(Collected data)
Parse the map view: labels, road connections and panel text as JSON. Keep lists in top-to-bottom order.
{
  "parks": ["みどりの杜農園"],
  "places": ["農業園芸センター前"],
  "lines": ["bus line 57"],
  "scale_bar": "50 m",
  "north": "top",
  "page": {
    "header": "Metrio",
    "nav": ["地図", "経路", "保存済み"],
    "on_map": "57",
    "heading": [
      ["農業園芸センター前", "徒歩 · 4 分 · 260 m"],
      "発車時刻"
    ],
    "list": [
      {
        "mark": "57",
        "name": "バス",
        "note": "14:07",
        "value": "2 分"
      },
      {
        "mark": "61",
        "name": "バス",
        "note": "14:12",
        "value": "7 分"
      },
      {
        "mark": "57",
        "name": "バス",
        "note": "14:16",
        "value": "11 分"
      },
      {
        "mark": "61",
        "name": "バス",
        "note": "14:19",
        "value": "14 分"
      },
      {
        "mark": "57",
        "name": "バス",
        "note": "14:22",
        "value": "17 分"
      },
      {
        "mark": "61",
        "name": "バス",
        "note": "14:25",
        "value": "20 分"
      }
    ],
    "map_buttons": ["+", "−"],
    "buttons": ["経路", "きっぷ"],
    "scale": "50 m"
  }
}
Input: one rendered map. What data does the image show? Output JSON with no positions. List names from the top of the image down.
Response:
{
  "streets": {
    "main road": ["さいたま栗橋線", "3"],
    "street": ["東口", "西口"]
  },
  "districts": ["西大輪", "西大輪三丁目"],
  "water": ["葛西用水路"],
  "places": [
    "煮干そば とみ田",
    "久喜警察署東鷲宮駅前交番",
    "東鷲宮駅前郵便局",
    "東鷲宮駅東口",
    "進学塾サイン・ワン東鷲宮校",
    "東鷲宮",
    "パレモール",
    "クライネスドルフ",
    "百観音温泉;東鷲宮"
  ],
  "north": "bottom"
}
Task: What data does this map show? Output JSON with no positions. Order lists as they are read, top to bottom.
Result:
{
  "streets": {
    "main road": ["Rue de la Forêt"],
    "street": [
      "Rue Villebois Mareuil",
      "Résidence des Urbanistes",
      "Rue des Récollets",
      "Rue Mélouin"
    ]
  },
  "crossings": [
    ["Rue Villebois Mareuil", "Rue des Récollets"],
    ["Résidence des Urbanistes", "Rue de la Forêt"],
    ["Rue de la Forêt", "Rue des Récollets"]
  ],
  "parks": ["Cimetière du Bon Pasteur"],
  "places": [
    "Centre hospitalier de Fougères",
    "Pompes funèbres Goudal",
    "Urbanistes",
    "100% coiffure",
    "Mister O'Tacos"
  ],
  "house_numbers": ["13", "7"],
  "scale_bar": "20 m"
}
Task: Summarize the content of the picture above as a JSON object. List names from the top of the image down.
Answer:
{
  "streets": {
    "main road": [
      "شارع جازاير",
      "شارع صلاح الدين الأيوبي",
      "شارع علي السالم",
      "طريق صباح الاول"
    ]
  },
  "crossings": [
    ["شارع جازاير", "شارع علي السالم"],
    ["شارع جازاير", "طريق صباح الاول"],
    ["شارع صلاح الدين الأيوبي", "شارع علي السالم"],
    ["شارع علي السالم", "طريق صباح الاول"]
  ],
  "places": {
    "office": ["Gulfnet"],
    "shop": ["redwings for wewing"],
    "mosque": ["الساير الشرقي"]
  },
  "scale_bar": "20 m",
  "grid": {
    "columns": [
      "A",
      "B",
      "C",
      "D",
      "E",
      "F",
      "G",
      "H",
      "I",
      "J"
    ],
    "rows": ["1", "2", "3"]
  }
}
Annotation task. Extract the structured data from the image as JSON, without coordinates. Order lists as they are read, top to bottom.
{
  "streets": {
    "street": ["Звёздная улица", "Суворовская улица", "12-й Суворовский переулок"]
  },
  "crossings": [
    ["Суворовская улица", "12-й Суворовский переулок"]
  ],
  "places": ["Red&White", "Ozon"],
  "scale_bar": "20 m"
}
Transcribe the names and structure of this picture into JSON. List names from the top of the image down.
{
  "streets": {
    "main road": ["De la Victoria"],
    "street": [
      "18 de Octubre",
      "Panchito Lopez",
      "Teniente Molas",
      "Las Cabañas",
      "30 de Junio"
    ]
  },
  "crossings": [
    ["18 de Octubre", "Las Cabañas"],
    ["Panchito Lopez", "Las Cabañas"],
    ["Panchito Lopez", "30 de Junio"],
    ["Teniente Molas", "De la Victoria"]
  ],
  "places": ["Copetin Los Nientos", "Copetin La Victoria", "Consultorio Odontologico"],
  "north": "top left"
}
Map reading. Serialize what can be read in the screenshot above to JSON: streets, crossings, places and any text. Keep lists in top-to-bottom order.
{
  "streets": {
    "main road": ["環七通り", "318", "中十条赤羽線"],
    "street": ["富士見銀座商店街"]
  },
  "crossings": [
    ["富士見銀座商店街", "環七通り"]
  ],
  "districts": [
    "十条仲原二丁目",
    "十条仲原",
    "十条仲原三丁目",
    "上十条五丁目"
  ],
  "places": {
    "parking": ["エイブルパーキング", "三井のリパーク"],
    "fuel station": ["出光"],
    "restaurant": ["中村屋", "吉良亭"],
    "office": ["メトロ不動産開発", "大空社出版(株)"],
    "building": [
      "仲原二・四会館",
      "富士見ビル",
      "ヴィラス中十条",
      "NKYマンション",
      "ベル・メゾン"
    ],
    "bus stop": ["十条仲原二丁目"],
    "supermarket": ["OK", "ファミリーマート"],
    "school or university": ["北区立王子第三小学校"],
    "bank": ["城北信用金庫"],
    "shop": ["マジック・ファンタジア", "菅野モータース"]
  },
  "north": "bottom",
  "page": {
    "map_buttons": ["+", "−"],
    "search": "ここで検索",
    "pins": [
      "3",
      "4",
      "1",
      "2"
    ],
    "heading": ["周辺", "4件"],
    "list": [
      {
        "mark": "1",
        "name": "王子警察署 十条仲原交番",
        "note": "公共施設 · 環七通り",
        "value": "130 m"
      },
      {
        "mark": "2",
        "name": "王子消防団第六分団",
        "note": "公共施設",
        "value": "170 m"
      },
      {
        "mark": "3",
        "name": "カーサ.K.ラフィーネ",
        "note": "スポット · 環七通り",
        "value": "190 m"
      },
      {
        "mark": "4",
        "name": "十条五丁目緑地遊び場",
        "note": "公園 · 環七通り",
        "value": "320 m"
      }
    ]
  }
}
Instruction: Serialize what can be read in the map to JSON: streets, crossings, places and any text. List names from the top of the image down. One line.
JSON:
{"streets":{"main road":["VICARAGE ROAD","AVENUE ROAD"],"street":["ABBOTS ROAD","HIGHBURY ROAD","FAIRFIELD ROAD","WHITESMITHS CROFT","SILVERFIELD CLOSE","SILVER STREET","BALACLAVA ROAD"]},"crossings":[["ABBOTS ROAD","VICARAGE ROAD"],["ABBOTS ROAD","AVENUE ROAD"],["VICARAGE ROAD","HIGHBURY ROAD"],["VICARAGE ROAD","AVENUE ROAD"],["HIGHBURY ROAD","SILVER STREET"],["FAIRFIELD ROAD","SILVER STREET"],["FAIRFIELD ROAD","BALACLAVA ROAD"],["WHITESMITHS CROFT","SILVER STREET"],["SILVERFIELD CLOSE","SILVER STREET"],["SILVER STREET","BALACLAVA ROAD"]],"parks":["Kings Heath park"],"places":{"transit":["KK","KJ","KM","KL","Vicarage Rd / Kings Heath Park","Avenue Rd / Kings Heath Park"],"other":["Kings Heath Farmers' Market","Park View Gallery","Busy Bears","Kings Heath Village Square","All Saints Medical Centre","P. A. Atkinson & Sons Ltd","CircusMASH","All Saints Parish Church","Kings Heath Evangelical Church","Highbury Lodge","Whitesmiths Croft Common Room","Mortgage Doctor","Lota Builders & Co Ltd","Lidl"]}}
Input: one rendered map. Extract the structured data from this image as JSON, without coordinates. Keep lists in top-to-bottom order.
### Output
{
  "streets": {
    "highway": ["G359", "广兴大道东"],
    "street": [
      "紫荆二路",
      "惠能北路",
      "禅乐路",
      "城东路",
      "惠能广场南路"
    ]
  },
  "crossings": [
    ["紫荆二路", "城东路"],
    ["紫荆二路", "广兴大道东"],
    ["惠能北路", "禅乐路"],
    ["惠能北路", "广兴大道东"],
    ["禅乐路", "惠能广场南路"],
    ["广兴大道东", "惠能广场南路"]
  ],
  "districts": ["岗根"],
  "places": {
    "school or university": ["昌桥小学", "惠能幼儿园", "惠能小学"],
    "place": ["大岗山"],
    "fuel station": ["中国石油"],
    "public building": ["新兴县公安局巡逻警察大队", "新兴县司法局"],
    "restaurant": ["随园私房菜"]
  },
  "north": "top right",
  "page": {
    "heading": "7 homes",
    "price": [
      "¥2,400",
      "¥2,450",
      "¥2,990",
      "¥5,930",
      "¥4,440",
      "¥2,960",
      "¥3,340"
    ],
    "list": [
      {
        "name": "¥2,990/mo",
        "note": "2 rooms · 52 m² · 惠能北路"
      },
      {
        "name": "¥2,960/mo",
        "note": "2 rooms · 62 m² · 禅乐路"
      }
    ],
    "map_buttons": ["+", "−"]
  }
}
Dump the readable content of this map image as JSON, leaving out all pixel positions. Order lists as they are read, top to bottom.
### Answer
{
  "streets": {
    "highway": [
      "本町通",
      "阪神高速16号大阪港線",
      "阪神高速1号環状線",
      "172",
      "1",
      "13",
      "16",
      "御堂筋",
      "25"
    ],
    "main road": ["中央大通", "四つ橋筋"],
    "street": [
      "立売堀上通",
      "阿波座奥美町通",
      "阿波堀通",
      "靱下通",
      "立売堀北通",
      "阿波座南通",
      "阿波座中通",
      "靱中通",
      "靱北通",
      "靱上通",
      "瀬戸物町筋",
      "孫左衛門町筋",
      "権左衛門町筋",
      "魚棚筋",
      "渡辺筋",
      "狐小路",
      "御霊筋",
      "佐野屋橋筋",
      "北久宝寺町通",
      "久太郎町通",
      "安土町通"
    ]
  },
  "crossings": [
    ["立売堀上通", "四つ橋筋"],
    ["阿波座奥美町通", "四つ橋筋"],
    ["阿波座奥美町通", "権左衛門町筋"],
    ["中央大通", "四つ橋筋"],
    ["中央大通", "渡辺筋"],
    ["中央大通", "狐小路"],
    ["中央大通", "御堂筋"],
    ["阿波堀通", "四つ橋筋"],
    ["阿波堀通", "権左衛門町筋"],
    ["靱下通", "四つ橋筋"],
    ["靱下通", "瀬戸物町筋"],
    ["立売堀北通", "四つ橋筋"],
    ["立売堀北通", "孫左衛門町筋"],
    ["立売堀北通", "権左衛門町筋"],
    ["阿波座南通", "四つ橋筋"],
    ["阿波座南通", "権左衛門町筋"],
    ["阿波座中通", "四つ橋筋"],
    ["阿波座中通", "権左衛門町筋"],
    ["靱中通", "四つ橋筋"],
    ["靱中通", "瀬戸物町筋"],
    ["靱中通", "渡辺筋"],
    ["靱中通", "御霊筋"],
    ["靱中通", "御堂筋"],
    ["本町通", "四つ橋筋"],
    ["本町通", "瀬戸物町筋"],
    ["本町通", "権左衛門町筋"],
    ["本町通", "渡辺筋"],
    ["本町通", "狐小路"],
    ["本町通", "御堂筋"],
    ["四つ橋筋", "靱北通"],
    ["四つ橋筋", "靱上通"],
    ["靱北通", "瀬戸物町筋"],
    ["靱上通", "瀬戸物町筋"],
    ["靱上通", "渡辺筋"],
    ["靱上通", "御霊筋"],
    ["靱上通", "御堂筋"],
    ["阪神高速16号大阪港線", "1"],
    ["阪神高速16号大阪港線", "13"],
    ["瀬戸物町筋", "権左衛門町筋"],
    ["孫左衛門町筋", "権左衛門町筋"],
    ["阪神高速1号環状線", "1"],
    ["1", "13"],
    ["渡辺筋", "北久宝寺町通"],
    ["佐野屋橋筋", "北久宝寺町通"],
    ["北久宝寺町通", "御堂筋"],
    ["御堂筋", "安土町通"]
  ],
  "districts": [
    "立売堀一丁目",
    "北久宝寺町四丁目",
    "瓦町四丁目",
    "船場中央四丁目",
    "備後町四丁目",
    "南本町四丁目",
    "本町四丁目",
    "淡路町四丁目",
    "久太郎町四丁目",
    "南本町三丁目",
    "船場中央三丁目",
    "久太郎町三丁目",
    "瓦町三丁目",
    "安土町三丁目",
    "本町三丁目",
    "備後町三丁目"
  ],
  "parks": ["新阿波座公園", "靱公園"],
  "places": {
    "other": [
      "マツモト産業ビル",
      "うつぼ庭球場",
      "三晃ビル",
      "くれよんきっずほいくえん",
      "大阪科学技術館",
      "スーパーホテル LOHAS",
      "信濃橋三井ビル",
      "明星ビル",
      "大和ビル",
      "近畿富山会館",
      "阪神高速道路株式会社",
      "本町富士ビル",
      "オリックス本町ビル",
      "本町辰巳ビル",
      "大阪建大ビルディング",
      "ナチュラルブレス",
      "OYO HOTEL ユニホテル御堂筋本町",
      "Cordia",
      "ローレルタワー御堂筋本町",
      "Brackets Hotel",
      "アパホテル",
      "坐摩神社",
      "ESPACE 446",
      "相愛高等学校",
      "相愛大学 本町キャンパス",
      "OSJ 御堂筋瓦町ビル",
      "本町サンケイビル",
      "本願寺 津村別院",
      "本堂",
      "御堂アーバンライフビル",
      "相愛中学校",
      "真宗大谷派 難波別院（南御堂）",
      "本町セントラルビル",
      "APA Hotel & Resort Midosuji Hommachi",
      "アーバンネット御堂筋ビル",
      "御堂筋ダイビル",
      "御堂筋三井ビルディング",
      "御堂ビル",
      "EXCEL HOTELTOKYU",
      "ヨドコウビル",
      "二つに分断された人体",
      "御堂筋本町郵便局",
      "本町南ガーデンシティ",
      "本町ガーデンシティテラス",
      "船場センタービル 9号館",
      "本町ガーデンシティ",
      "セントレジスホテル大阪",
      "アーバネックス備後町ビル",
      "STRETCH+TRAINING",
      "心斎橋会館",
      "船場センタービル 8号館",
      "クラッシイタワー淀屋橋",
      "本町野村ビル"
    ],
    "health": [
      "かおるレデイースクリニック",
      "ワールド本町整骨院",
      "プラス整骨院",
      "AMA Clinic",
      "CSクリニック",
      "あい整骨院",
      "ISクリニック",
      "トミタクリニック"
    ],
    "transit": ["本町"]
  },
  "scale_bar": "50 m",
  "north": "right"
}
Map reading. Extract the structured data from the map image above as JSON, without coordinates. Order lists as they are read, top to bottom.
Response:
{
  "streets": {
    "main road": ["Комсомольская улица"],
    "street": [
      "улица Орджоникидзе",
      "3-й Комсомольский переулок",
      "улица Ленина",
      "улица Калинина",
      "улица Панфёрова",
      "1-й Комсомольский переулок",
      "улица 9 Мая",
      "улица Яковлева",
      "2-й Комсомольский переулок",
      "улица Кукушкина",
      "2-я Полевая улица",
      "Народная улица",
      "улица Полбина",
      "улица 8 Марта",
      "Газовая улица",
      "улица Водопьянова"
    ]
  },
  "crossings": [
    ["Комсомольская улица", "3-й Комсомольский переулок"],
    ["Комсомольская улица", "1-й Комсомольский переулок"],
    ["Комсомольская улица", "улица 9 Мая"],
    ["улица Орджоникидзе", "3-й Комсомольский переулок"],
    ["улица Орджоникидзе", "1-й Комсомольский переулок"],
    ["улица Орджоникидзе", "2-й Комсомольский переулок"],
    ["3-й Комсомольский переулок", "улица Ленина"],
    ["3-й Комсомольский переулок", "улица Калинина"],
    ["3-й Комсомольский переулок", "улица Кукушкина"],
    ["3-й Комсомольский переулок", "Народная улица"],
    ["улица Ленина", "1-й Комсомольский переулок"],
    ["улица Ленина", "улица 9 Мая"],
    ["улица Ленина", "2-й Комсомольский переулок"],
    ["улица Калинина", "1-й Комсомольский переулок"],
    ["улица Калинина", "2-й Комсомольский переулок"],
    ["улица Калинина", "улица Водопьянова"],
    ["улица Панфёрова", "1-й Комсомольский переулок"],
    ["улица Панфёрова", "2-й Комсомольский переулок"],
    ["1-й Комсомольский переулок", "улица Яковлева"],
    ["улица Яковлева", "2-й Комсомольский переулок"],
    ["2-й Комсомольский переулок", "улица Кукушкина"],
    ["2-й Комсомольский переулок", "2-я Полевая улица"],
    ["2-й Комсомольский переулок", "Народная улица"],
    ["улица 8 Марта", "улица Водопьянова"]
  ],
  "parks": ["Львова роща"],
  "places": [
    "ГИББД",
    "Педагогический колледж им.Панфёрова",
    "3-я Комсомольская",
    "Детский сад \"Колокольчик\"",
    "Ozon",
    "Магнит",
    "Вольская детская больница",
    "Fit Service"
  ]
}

Problem statement:
Search the entries for the word "north". Copy each line where it appears.

Worked solution:
  "north": "top",
  "north": "bottom"
  "north": "top left"
  "north": "bottom",
  "north": "top right",
  "north": "right"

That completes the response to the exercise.